Neuromuscular changes with age: a simulation study

The neuromuscular system in the human body shows age-associated change from the third decade of life. For people aged 60-75 (the young-old population group), physiological changes are evident, but the effects of these changes such as unsteadiness and falls are far less apparent than in the elderly. Work to quantify muscular changes in the young-old is lacking. Present techniques are inaccurate or invasive - suitable only for small, isolated studies.

In this work, simulation of the surface electromyogram (sEMG) signal is proposed as a method for investigating age-related muscle degeneration. By adapting the model's parameters to reproduce experimental results, the characteristics of ageing muscles can be estimated.
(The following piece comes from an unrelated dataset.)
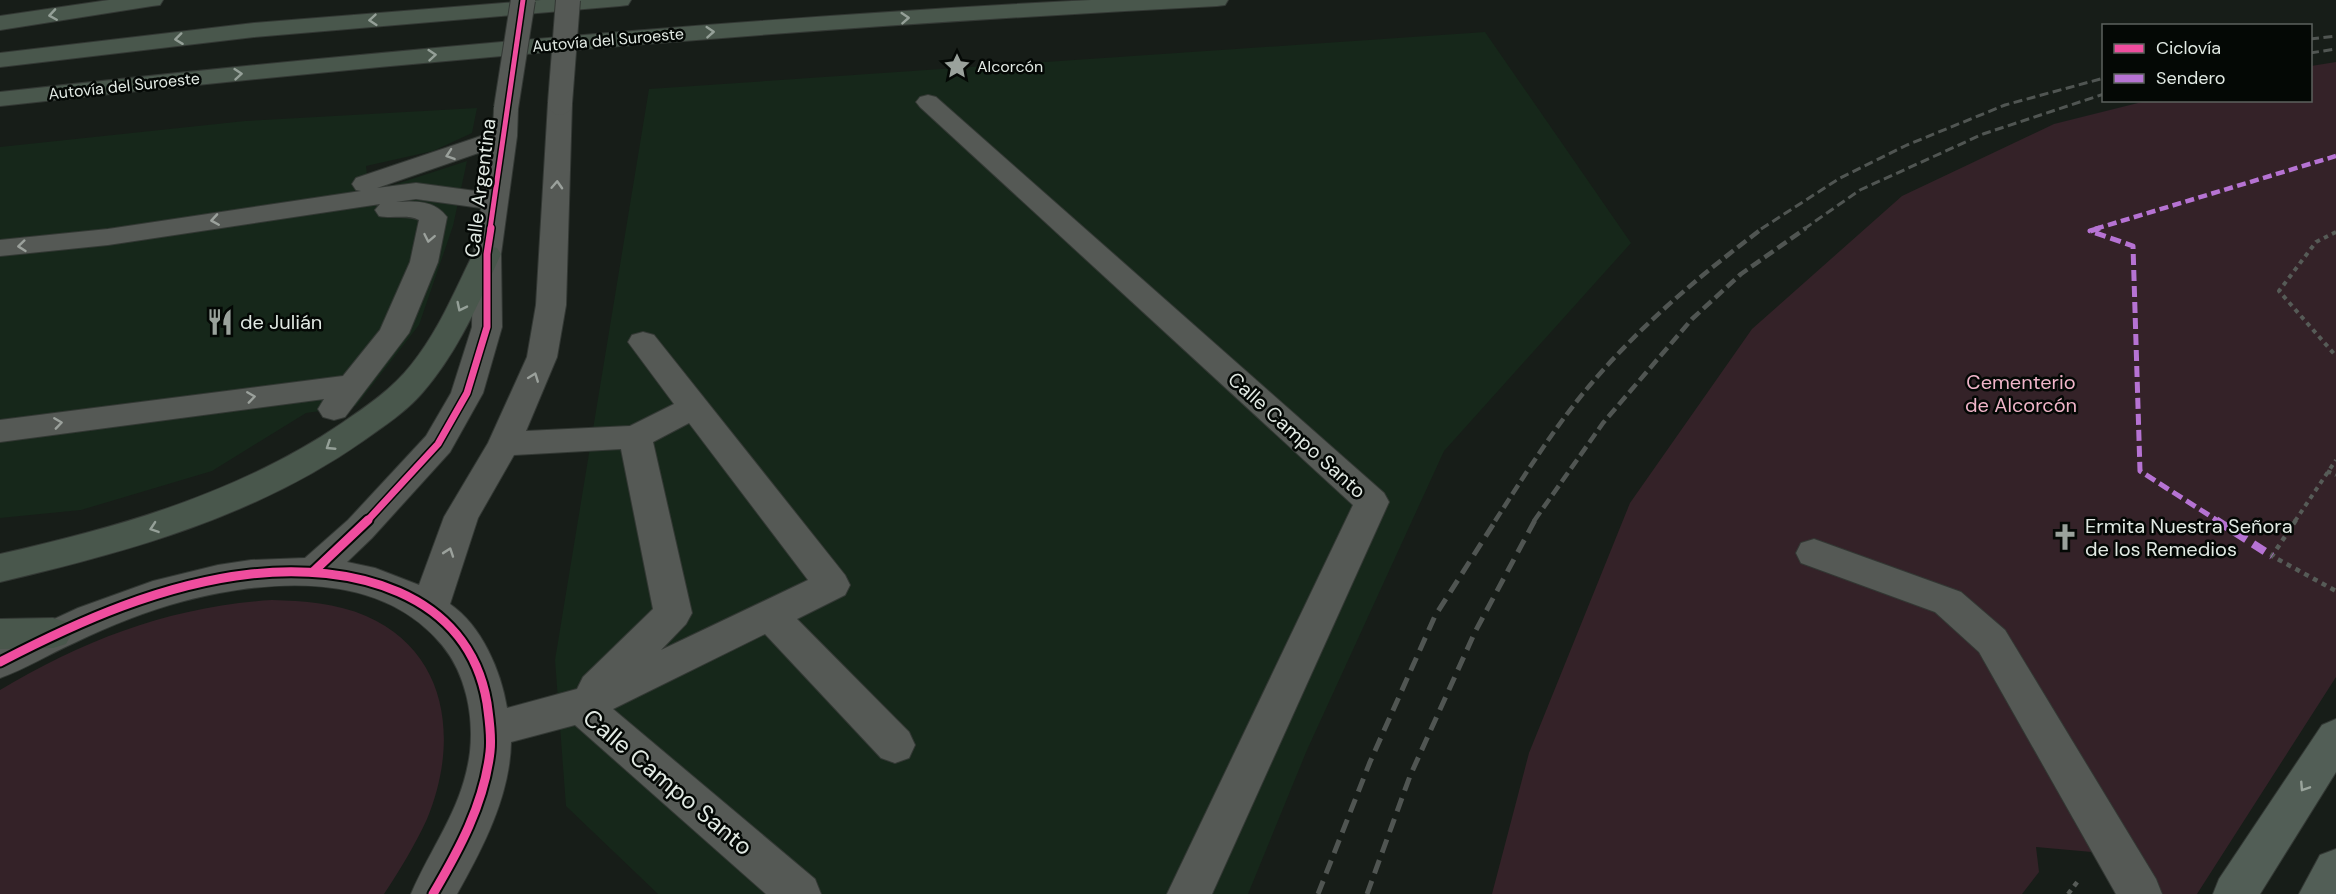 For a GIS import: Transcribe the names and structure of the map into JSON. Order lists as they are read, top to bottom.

A sEMG/force model capable of simulating signals from human muscles is presented. The model covers four stages of EMG generation; neuronal stimulating pulse, muscle fibre action potential, motor unit action potential and surface EMG simulation. When populated with accurate simulation parameters, it generates both sEMG and force signals that are shown to correlate closely with experimental data.

The model has been implemented and verified against experimental results from two different muscles of the human arm; the biceps brachii and the brachioradialis. Both the sEMG and force outputs are shown to match experimental data recorded from the contracting muscles of human subjects.

The verified model was utilised to study the way in which muscle composition alters with age. Two groups of subjects were studied. The younger group were aged 20-28 years old, while the older group were aged 60-68 years old. Both groups were asked to contract their biceps brachii isometrically at maximum effort while the sEMG and force signals were recorded. Signal features representing the amplitude and spectrum of the sEMG were then calculated.

The sEMG/force model developed for this work was simulated to generate signals representing the muscles of healthy, young adults. Parameter values were taken from distributions based on experimental studies.

The experimental work presented agrees with current literature which proposes that fast muscle fibre types reduce in number more rapidly with age than slow muscle fibres.

This work has shown that an appropriately designed and implemented sEMG/force model can be used to quantify muscular changes from the norm, such as those detected in ageing adults.